History column can make for interesting reading

Scott Swanson

Sometimes, when you’re plugging away, it’s easy to lose perspective.

It happens in journalism, just as in other walks of life. I was reminded of this a while back when a reader came in and asked for our archives.

Now, before I go on, you have to understand that your’s truly is usually the one who types that column up.

I actually like history. I like to learn about what people have done in the past. I’m an adherent to the notion that human nature is the same today as it was when Adam and Eve exited the Garden of Eden and that history tends to repeat itself. So you can learn from history.

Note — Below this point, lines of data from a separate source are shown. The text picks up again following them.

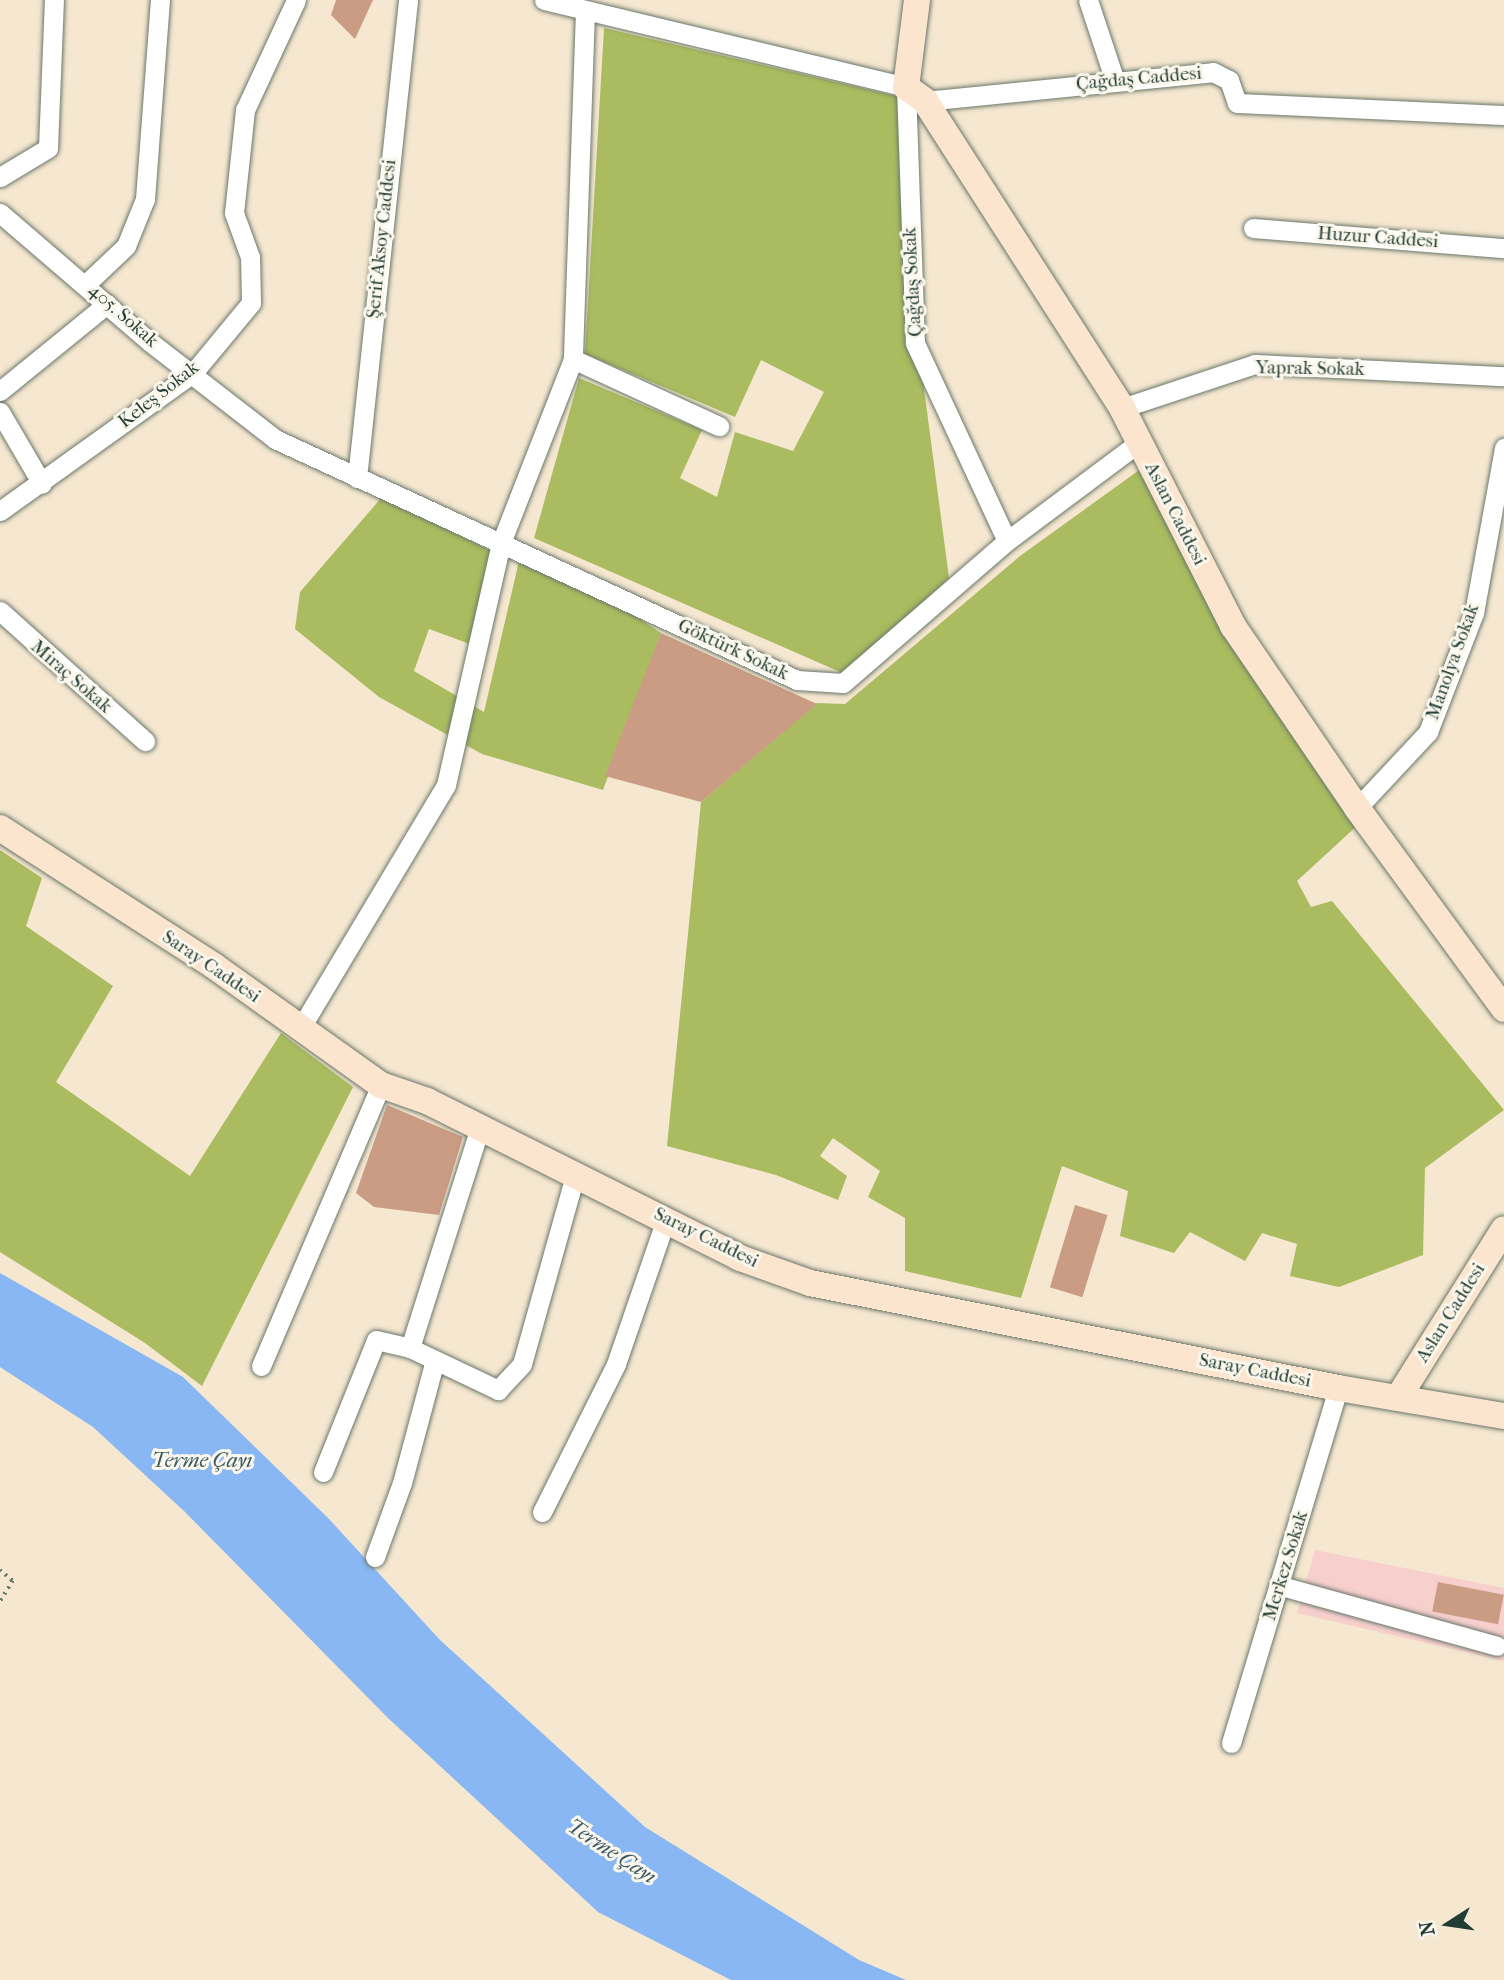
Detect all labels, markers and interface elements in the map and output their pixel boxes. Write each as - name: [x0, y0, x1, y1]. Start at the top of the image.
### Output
- street label: Çağdaş Caddesi: [1075, 62, 1203, 96]
- street label: Şerif Aksoy Caddesi: [362, 158, 402, 320]
- street label: Huzur Caddesi: [1317, 222, 1439, 254]
- street label: Çağdaş Sokak: [899, 227, 927, 337]
- street label: 405. Sokak: [83, 279, 163, 353]
- street label: Keleş Sokak: [114, 356, 204, 434]
- street label: Yaprak Sokak: [1255, 357, 1365, 381]
- street label: Aslan Caddesi: [1139, 459, 1211, 569]
- street label: Manolya Sokak: [1421, 601, 1485, 723]
- street label: Göktürk Sokak: [674, 614, 792, 686]
- street label: Miraç Sokak: [26, 636, 116, 718]
- street label: Saray Caddesi: [158, 926, 264, 1008]
- street label: Saray Caddesi: [650, 1203, 762, 1273]
- street label: Aslan Caddesi: [1411, 1259, 1491, 1367]
- street label: Saray Caddesi: [1197, 1349, 1313, 1393]
- water label: Terme Çayı: [152, 1447, 252, 1473]
- street label: Merkez Sokak: [1259, 1508, 1313, 1624]
- water label: Terme Çayı: [563, 1813, 661, 1889]
- north arrow: [1413, 1889, 1483, 1959]
- text: N: [1415, 1919, 1440, 1938]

It’s kind of fun to look at the old editions from 25 and 50 years back, to see how Sweet Home has changed ? and not changed, as the case may be. I’ve learned a lot about Sweet Home in the last six months just reading at the various stories in those newspapers.

It also can be a bit of a pain to type up, particularly when I’m already behind on other stories I’m trying to write. I have to confess that I wondered how many readers really looked at that column. I’d made a mental note to ask former Editor Alex Paul about it ? how it got started, what kind of feedback he’d gotten to it over the years, etc. Lots of newspapers do those kinds of columns, but that didn’t necessarily mean it was good for The New Era.

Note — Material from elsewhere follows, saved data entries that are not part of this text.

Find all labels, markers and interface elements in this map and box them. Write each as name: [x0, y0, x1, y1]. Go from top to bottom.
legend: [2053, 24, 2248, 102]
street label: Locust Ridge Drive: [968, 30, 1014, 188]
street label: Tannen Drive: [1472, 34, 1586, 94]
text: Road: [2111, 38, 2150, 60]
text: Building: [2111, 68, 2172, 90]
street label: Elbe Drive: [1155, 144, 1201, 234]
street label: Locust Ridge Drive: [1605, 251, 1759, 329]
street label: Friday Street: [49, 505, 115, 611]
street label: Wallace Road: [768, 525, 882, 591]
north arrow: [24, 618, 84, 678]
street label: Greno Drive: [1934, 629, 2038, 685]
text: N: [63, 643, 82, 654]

So in comes this reader. I was out of the office at the time, so I heard the story second-hand.

Seems she’d been perusing the “From Our Files” column that runs weekly on page 4 when she saw her father’s name in there. He’d died in an automobile accident back in 1955, when she was young, and she apparently was not sure of some of the particulars.

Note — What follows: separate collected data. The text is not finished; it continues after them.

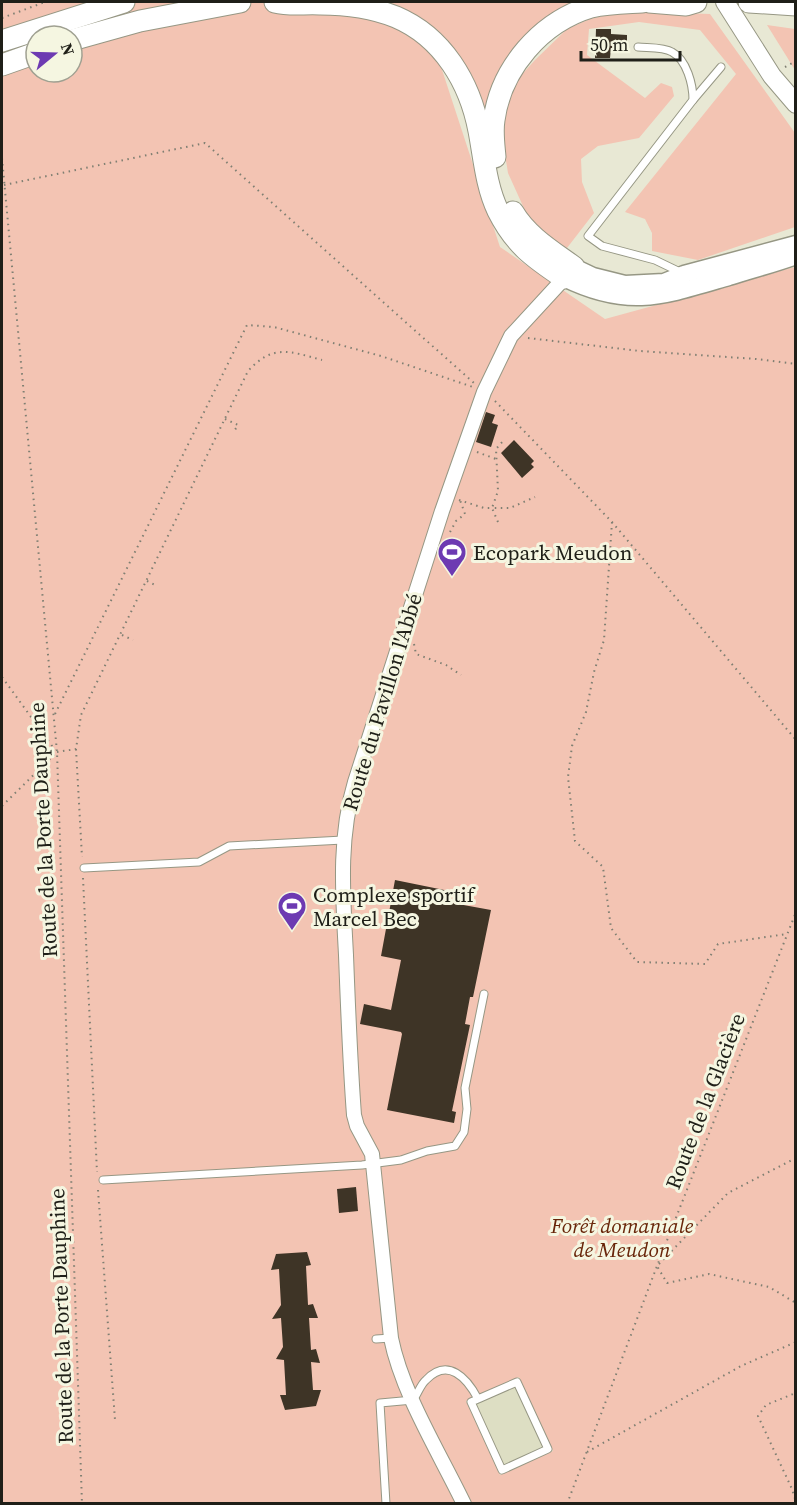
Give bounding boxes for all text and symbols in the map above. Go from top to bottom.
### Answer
north arrow [24,24,84,84]
scale bar [581,24,680,62]
text: 50 m [590,32,628,57]
text: N [56,40,81,59]
sports icon: Ecopark Meudon [436,536,468,578]
place label: Ecopark Meudon [473,538,633,567]
street label: Route du Pavillon l'Abbé [335,590,429,814]
street label: Route de la Porte Dauphine [22,702,64,958]
place label: Complexe sportif Marcel Bec [313,880,476,933]
sports icon: Complexe sportif Marcel Bec [276,890,308,932]
street label: Route de la Glacière [658,1009,752,1193]
street label: Route de la Porte Dauphine [42,1188,80,1444]
park label: Forêt domaniale de Meudon [550,1211,694,1264]

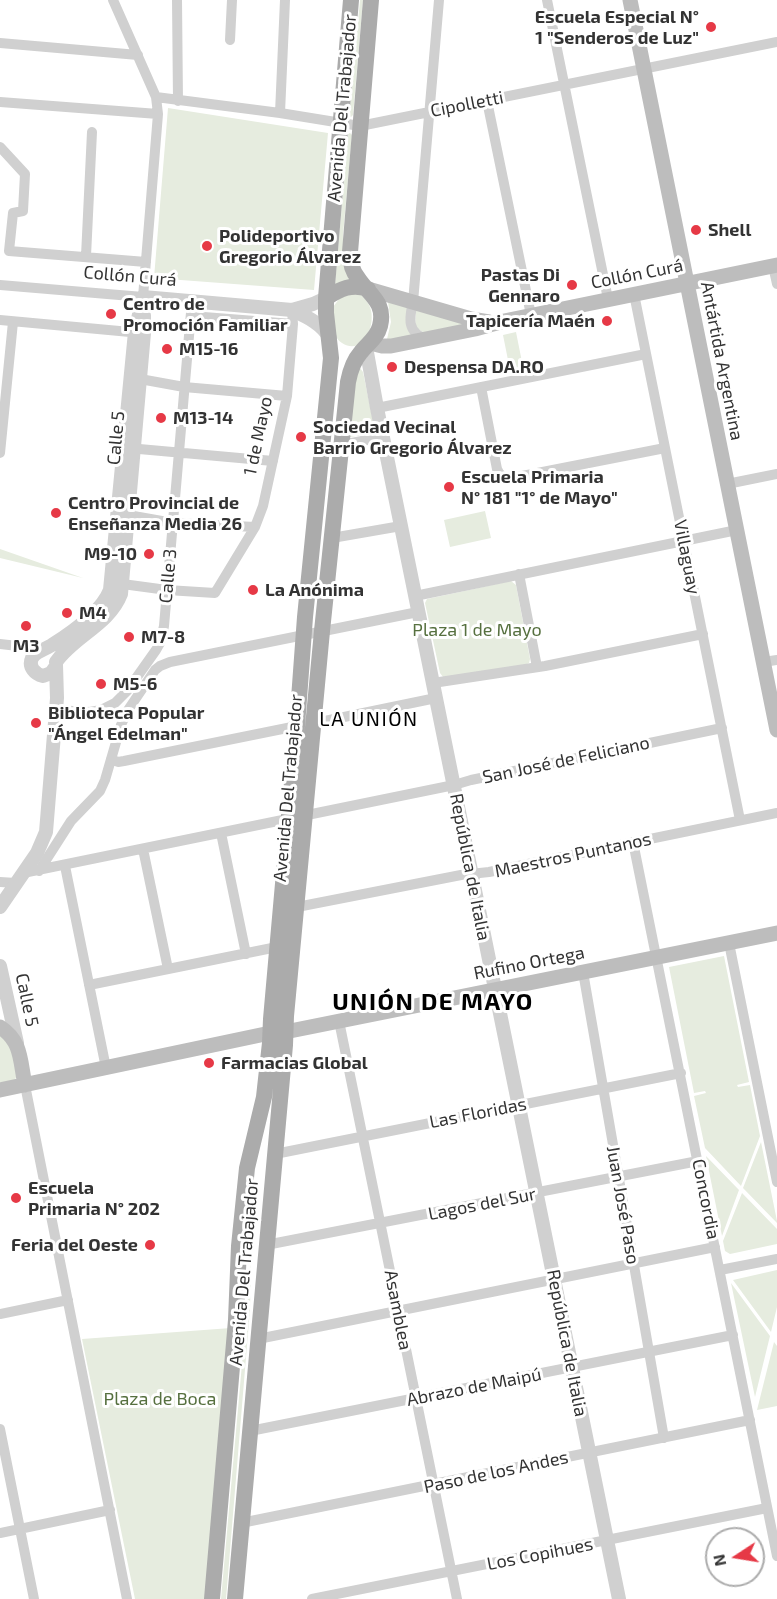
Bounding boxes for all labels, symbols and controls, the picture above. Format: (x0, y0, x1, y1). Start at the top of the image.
place label: Escuela Especial N° 1 "Senderos de Luz" (535, 6, 699, 48)
street label: Avenida Del Trabajador (323, 13, 361, 203)
marker: Escuela Especial N° 1 "Senderos de Luz" (704, 20, 718, 34)
street label: Cipolletti (429, 86, 505, 122)
place label: Shell (708, 219, 751, 241)
marker: Shell (689, 223, 703, 237)
place label: Polideportivo Gregorio Álvarez (219, 225, 361, 268)
marker: Polideportivo Gregorio Álvarez (200, 239, 214, 253)
street label: Collón Curá (589, 254, 685, 294)
street label: Collón Curá (82, 261, 178, 291)
place label: Pastas Di Gennaro (481, 264, 560, 306)
marker: Pastas Di Gennaro (565, 278, 579, 292)
street label: Antártida Argentina (696, 280, 748, 442)
place label: Centro de Promoción Familiar (123, 293, 288, 336)
marker: Centro de Promoción Familiar (104, 307, 118, 321)
place label: Tapicería Maén (466, 310, 595, 332)
marker: Tapicería Maén (600, 314, 614, 328)
place label: M15-16 (179, 338, 238, 360)
marker: M15-16 (160, 342, 174, 356)
place label: Despensa DA.RO (404, 356, 544, 378)
marker: Despensa DA.RO (385, 360, 399, 374)
street label: 1 de Mayo (239, 394, 277, 478)
place label: M13-14 (173, 407, 234, 429)
street label: Calle 5 (103, 410, 129, 466)
marker: M13-14 (154, 411, 168, 425)
place label: Sociedad Vecinal Barrio Gregorio Álvarez (313, 416, 512, 458)
marker: Sociedad Vecinal Barrio Gregorio Álvarez (294, 430, 308, 444)
place label: Escuela Primaria N° 181 "1° de Mayo" (461, 466, 618, 508)
marker: Escuela Primaria N° 181 "1° de Mayo" (442, 480, 456, 494)
place label: Centro Provincial de Enseñanza Media 26 (68, 492, 242, 534)
marker: Centro Provincial de Enseñanza Media 26 (49, 506, 63, 520)
street label: Villaguay (669, 518, 705, 596)
place label: M9-10 (84, 543, 137, 565)
marker: M9-10 (142, 547, 156, 561)
street label: Calle 3 (155, 548, 181, 604)
place label: La Anónima (265, 579, 364, 601)
marker: La Anónima (246, 583, 260, 597)
place label: M4 (79, 602, 107, 624)
marker: M4 (60, 606, 74, 620)
marker: M3 (19, 619, 33, 633)
park label: Plaza 1 de Mayo (412, 619, 542, 641)
place label: M7-8 (141, 626, 185, 648)
marker: M7-8 (122, 630, 136, 644)
place label: M3 (13, 635, 39, 657)
place label: M5-6 (113, 673, 157, 695)
marker: M5-6 (94, 677, 108, 691)
street label: Avenida Del Trabajador (269, 693, 307, 883)
place label: Biblioteca Popular "Ángel Edelman" (48, 702, 204, 744)
district label: LA UNIÓN (319, 707, 419, 731)
marker: Biblioteca Popular "Ángel Edelman" (29, 716, 43, 730)
street label: San José de Feliciano (480, 732, 652, 788)
street label: República de Italia (445, 792, 495, 942)
street label: Maestros Puntanos (493, 828, 653, 882)
street label: Rufino Ortega (472, 942, 586, 984)
street label: Calle 5 (11, 971, 43, 1029)
district label: UNIÓN DE MAYO (332, 988, 534, 1016)
place label: Farmacias Global (221, 1052, 368, 1074)
marker: Farmacias Global (202, 1056, 216, 1070)
street label: Las Floridas (428, 1093, 528, 1133)
street label: Juan José Paso (602, 1144, 644, 1266)
street label: Concordia (688, 1157, 724, 1241)
place label: Escuela Primaria N° 202 (28, 1177, 160, 1220)
street label: Avenida Del Trabajador (225, 1177, 263, 1367)
street label: Lagos del Sur (426, 1183, 538, 1225)
marker: Escuela Primaria N° 202 (9, 1191, 23, 1205)
place label: Feria del Oeste (11, 1234, 138, 1256)
marker: Feria del Oeste (143, 1238, 157, 1252)
street label: Asamblea (380, 1268, 416, 1352)
street label: República de Italia (542, 1268, 592, 1418)
street label: Abrazo de Maipú (405, 1363, 543, 1411)
park label: Plaza de Boca (104, 1388, 216, 1410)
street label: Paso de los Andes (422, 1446, 570, 1498)
north arrow (705, 1527, 765, 1587)
street label: Los Copihues (485, 1533, 595, 1575)
text: N (708, 1553, 729, 1568)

So in she came to read the article and discover some things she didn’t know about her dad’s death.

Guess I’ll keep typing that column.

Reading about things that happened 25 or 50 years ago can be quite interesting. I’ve learned that the idea of a bypass around Lebanon (one that has occurred to me numerous times as I’m creeping through that town on my way to the freeway or east Albany) is not new. It was a hot topic 25 years ago.

I remember when I was a kid in Grants Pass how many accidents you’d hear about in the woods. Looking back at the 1955 edition, it seems serious injuries or deaths in logging accidents around this area happened frequently ? maybe not weekly, but nearly so sometimes.

The community volunteerism in Sweet Home is nothing new. That’s for sure. In both 1955 and 1980, people banded together, just as they do today, to help those in need and to raise funds for public needs.

The language, though, can be different. For instance, in this week’s column, a “lady driver” was pulled over after running her car through a plate-glass window at Dan’s Duds clothing store in 1980. Uh, I don’t think in this day and age it would be too cool to call someone a “lady driver,” at least not in print. Especially someone suspected of hit-and-run.

It’s kind of interesting, too, to see some of the social mores that were in place 50 years ago. For instance, in one recent edition, we learned that a dance after a 1955 football game would NOT be open to alumni. Hmmm, wonder what prompted THAT decision?

Some things don’t change. A couple of weeks ago, we ran a report, again from 1955, about a middle-aged woman (my age, actually), who had trashed a jail cell. In today’s liberated environement and with the ready availability of drugs that make people do things they normally might not do, I could see that happening today. But, fueled by alcohol, this gal “tore up the bed in the jail cell and battered the toilet and sink to pieces,” causing $160 in damages.

Well, maybe things are different now. That damage would be $1,600 today.